Metadata-Version: 2.1
Name: svfsc
Version: 0.2.2
Summary: Sparse Virtual File System Cache implemented in C++.
Home-page: https://github.com/paulross/svsfc
Author: Paul Ross
Author-email: apaulross@gmail.com
License: MIT License
Keywords: svf,svfs,svfsc
Classifier: Development Status :: 4 - Beta
Classifier: Intended Audience :: Developers
Classifier: License :: OSI Approved :: MIT License
Classifier: Natural Language :: English
Classifier: Operating System :: OS Independent
Classifier: Programming Language :: C++
Classifier: Programming Language :: Python :: 3
Classifier: Programming Language :: Python :: 3.8
Classifier: Programming Language :: Python :: 3.9
Classifier: Programming Language :: Python :: 3.10
Classifier: Programming Language :: Python :: 3.11
Classifier: Programming Language :: Python :: 3.12
Classifier: Topic :: Software Development :: Libraries
Description-Content-Type: text/x-rst
License-File: LICENSE


Sparse Virtual File
#################################################

Introduction
======================

Somtimes you don't need the whole file.
Sometimes you don't *want* the whole file.
Especially if it is huge and on some remote server.
But, you might know what parts of the file that you want and ``svfsc`` can help you store them locally so it looks
*as if* you have access to the complete file but with just the pieces of interest.
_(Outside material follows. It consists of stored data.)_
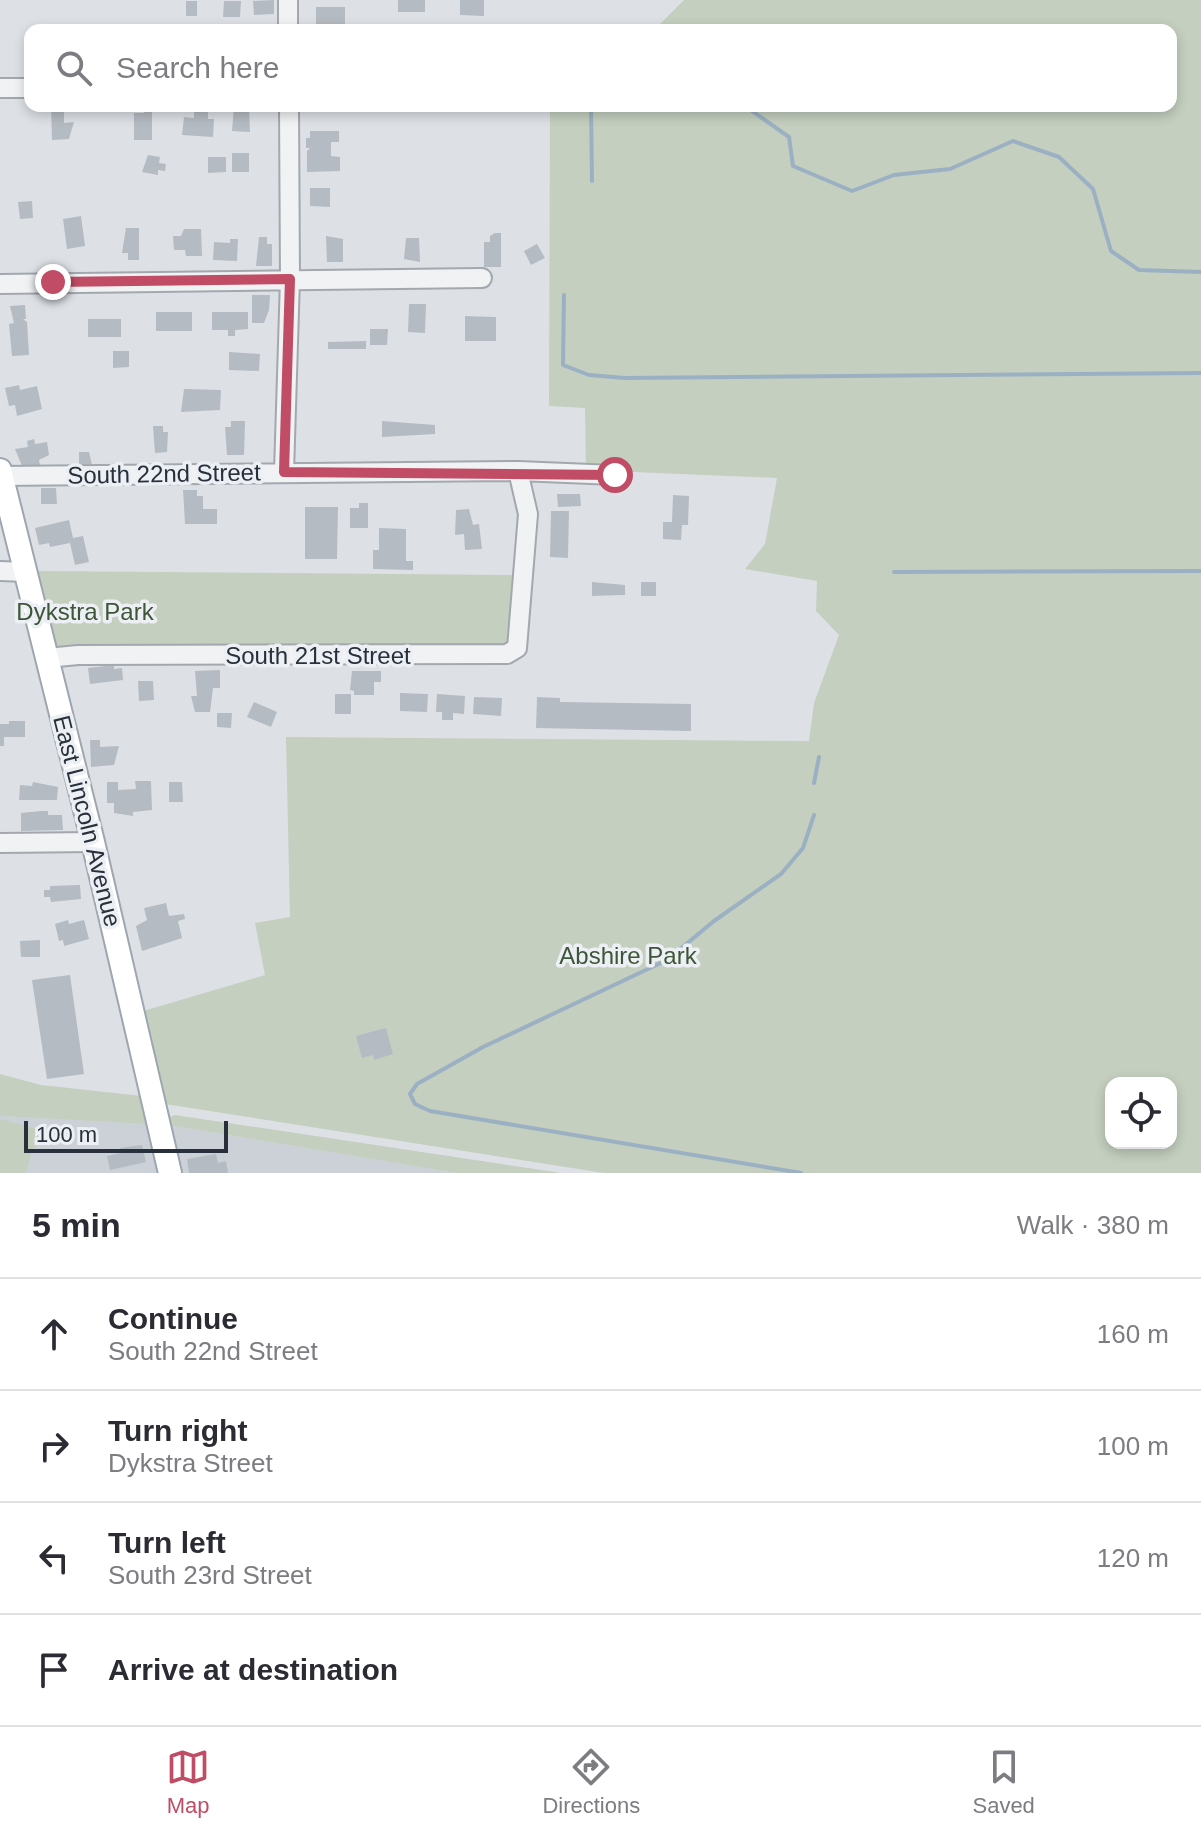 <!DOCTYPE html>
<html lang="en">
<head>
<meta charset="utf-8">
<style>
	:root { --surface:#fff; --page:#f2f2f3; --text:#2b2b33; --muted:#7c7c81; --line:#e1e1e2; --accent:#c04d65 }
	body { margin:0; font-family:Arial,sans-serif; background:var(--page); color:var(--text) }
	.controls { position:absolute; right:24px; bottom:24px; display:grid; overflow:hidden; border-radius:16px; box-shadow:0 4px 12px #0003 }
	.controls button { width:72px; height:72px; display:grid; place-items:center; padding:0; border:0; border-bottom:2px solid var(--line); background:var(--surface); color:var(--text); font:40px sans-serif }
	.scale { position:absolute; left:24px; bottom:20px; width:204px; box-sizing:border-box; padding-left:8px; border:4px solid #28303b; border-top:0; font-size:22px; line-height:28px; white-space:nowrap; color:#28303b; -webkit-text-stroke:6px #ecf0f4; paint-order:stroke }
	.stop { position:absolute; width:24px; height:24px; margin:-18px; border:6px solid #c04d65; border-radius:50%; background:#fff }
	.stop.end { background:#c04d65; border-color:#fff; box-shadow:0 2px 8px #0008 }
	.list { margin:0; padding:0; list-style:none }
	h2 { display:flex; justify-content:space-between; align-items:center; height:104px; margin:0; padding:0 32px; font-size:34px }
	h2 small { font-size:26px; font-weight:400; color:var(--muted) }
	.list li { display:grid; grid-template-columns:52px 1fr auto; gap:24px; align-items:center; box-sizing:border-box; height:112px; padding:0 32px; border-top:2px solid var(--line) }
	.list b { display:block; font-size:30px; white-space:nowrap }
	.list p { margin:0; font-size:26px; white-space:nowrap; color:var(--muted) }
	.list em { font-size:26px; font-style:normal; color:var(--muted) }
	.icon { flex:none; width:44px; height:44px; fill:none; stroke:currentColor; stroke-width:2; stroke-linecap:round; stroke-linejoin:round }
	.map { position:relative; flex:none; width:1201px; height:1173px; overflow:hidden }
	.search { position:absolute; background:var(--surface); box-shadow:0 4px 12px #0003; left:24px; right:24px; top:24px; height:88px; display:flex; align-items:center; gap:20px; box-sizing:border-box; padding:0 28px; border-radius:16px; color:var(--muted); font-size:30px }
	.sheet { height:552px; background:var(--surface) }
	nav { display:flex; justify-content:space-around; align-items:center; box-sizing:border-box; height:112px; border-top:2px solid var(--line); background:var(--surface); font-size:22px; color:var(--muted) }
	nav a { display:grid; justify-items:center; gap:4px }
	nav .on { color:var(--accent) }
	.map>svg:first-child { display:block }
</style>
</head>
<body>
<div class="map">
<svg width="1201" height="1173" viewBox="0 0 1201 1173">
	<rect width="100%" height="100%" fill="#dde1e6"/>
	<!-- built -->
	<path fill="#ccd0d7" d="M0,1116L168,1125L456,1173H0Z"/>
	<!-- green -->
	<path fill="#c4cfbf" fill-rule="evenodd" d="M684,0H1201V1173H604L165,1104L140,1012L265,975L255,923L290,917L286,737L809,741L814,703L839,635L816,611L817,581L745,569L765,544L777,478L586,470L585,408L549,406L550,106H1171V30H648L659,25ZM1111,1083H1171V1143H1111Z
		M34,571L521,575L511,648L55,649Z
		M0,1074L41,1085L142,1096L145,1124L0,1116Z
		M175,1115L561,1173H456L168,1125L166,1118Z
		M0,1119L48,1132L32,1150L26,1173H0Z"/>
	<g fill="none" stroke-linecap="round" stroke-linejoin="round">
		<!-- stream -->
		<path stroke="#9bb1c3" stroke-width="4" d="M591,106L592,181
			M745,106L789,137L793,166L852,191L894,175L950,169L1013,141L1059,157L1093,189L1111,251L1139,270L1201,272
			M564,295L563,365L589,375L625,378L1201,373
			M894,572L1201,571
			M814,783L819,757
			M801,1173L430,1111L415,1104L410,1094L417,1084L483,1047L667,960L714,921L781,874L803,848L814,815"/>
	</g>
	<!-- building -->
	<path fill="#b5bbc2" d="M274,0V14L254,15L253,1Z
		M398,0H425V12H398Z
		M460,0H484V16L460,15Z
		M186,1H197V16H186Z
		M224,1H241L240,17H223Z
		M316,7H345V24H316Z
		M51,106H64V123L74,122L69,139L52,140Z
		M234,106L249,107L250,132L232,131Z
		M144,108H152V140H134V113H144Z
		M194,111L208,112V119H214L213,137L182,135L184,117L194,118Z
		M310,131H339V142H331V156L340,157V171L307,172V151L310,148H306V138H310Z
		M232,153H249V172H232Z
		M148,155L160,157L159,163L166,164L165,171L158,170V175L142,172Z
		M208,157H226V172L208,173Z
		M310,188H330V207L310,206Z
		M32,201L33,218L20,219L18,202Z
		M81,216L85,246L67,249L63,219Z
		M126,228H139V260H128V253H122Z
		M184,229H201L202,256H186L185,250H174L173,236H181Z
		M495,233H501V267H484V242H490V236Z
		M326,236L343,239V262H327Z
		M259,237H267V244H272V266H256Z
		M406,238H419L420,262L404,259Z
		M230,239H238L237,261L213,260L214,242L230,243Z
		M537,244L545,258L531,265L524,251Z
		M252,295H270L269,310L264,323H252Z
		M409,304H426L425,333L408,332Z
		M25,305L26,319H23L27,322L29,355L12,356L9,324L14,323L10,306Z
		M156,312H192V331H156Z
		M212,312H248V329L235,330V336H228V330H212Z
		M465,316L496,317V341H465Z
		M88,319H121V337H88Z
		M370,329H388L387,345H370Z
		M366,341V349H328V342Z
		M113,351H129V367L113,368Z
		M229,352L260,354L259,371L229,370Z
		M19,385L20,390L37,386L42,409L17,416L15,405L9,406L5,388Z
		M184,389L221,390L220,410L181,412Z
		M231,421H245L244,455H227L225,427H231Z
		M382,421L435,425V434L382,437Z
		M153,426H163V432H168L167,452L155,453Z
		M34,439L35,444L47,442L49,455L39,460L40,465L23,468L15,449L28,447L27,441Z
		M79,452H89L92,465H79Z
		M41,488H56L57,504H41Z
		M183,490H197V496H203V509H217V524H185Z
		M557,494H580L581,506L558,507Z
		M673,495L689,496L688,525H682L681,540L663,539V522H672Z
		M359,503H368V528H350V508H359Z
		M305,507H338L337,559H305Z
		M469,509L473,525L479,524L482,549L465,550L464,534L455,535L456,510Z
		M551,511H569L568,558L550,557Z
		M69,520L73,538L83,536L89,562L75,565L70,543L50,547L49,543L39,545L35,528Z
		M379,528L406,529V561H413V570L373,569V550H379Z
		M592,582L625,585V595L592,596Z
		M641,582H656V596H641Z
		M114,665V669L122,668L123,680L90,684L88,668Z
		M220,670V688H213L210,712H195L191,696H197L195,671Z
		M352,671H381V682H374V695H354V691L350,690Z
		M138,681H153L154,700L139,701Z
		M400,693L428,694L427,712L400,711Z
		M335,694H351V714H335Z
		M437,694L465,696L464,714L453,713V720H442V712H436Z
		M474,697L502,698L501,716L473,714Z
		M537,697L560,698V702L691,704V731L536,728Z
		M254,702L277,712L271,727L247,717Z
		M217,713H232L231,728L217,727Z
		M9,721H25V737H4V746H0V724H9Z
		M90,740H100V747L119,746L114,765L91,767Z
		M135,781H151L152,810L133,812V816L114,813V803H107V782H118V790L136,789Z
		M33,782L58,787L57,800H19L20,785L32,786Z
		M169,782H182L183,802H169Z
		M41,811H48V815H62L63,830L21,831V813Z
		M80,885L81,899L51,902L50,897H44V890H50V886Z
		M166,903L169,916L184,914L185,919L178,921L182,938L142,951L136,926L147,920L144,908Z
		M68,920L69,924L84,920L89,939L64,946L63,940L59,941L55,924Z
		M40,940V957H21L20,941Z
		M70,975L84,1074L47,1079L32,980Z
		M386,1028L393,1054L374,1060L373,1055L362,1058L356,1036Z
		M142,1145L146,1162L110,1170L107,1156L121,1153L120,1148Z
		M216,1154L218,1163L226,1161L228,1173H189L187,1159Z"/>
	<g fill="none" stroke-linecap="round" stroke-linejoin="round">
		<defs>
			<path id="minor" d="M288,0V30
				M0,88H30
				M0,284L482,278
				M518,471L615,475
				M284,472L290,279L289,106
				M0,476L518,471L528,514L517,648L507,654L78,655L47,658
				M0,571L26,572
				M0,843L93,842"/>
			<path id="major" d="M0,470L93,842L170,1173"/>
		</defs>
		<!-- minor casing -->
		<use href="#minor" stroke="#a3a8af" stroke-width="22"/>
		<!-- major casing -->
		<use href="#major" stroke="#9ea6b0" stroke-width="26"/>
		<!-- minor -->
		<use href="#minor" stroke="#f0f2f4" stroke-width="18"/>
		<!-- major -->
		<use href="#major" stroke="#fff" stroke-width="22"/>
	</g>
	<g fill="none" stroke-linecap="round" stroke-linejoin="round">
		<!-- route -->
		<path stroke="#c04d65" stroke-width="10" d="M53,282L290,279L284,472L615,475"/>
	</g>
	<g text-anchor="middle" stroke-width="7" stroke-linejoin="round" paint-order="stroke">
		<!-- street labels -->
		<g font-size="24" fill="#28303b" stroke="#ecf0f4">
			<text transform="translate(164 474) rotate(-1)" y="8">South 22nd Street</text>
			<text x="318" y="664">South 21st Street</text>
			<text transform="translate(87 821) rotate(76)" y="8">East Lincoln Avenue</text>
		</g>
		<!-- park labels -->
		<g font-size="24" fill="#3e5537" stroke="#ecf0f4">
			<text x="85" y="620">Dykstra Park</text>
			<text x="628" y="964">Abshire Park</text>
		</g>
	</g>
</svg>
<div class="controls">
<button><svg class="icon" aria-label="locate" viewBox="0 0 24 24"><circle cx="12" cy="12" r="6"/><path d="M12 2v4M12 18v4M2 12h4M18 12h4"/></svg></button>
</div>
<div class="scale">100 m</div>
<div class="stop" style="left:615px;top:475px"></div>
<div class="stop end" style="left:53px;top:282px"></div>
<div class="search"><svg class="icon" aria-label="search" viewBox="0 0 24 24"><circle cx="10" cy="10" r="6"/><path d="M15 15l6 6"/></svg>Search here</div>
</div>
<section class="sheet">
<h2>5 min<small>Walk · 380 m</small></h2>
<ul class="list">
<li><svg class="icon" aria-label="ahead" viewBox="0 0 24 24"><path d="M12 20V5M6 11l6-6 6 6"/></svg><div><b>Continue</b><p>South 22nd Street</p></div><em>160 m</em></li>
<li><svg class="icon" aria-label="right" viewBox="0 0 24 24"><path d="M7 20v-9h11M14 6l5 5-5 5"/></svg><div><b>Turn right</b><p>Dykstra Street</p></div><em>100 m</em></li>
<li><svg class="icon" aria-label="left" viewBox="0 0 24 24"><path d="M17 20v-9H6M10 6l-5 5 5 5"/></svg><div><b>Turn left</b><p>South 23rd Street</p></div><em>120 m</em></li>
<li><svg class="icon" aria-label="arrive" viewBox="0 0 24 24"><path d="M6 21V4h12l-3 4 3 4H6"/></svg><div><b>Arrive at destination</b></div></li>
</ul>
</section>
<nav>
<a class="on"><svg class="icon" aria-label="map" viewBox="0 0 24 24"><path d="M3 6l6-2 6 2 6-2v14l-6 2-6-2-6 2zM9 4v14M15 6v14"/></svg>Map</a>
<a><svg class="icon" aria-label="directions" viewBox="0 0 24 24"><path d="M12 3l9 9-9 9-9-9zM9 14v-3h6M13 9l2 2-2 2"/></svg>Directions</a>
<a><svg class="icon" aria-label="saved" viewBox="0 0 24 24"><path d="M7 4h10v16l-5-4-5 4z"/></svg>Saved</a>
</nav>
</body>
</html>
``svfsc`` is targeted at reading very large binary files such as TIFF, RP66V1, HDF5 where the structure is well known.
For example you might want to parse a TIFF file for its metadata or for a particular image tile or strip which is a tiny
fraction of the file itself.

``svfsc`` implements a *Sparse Virtual File*, a specialised in-memory cache where a particular file might not be
available but *parts of it can be obtained* without reading the whole file.
A Sparse Virtual File (SVF) is represented internally as a map of blocks of data with the key being their file
offsets.
Any write to an SVF will coalesce these blocks where possible.
There is no cache punting strategy implemented so an SVF always accumulates data.
A Sparse Virtual File System (SVFS) is an extension of this to provide a key/value store where the key is a file ID
and the value a Sparse Virtual File.

``svfsc`` is written in C++ with a Python interface.
It is thread safe in both domains.

A SVF might be used like this:

- The user requests some data (for example TIFF metadata) from a remote file using a Parser that knows the TIFF structure.
- The Parser consults the SVF, if the SVF has the data then the Parser parses it and gives the results to the user.
- If the SVF does *not* have the data then the Parser consults the SVF for what data is needed, then issues the appropriate GET request(s) to the remote server.
- That data is used to update the SVF, then the parser can use it and give the results to the user.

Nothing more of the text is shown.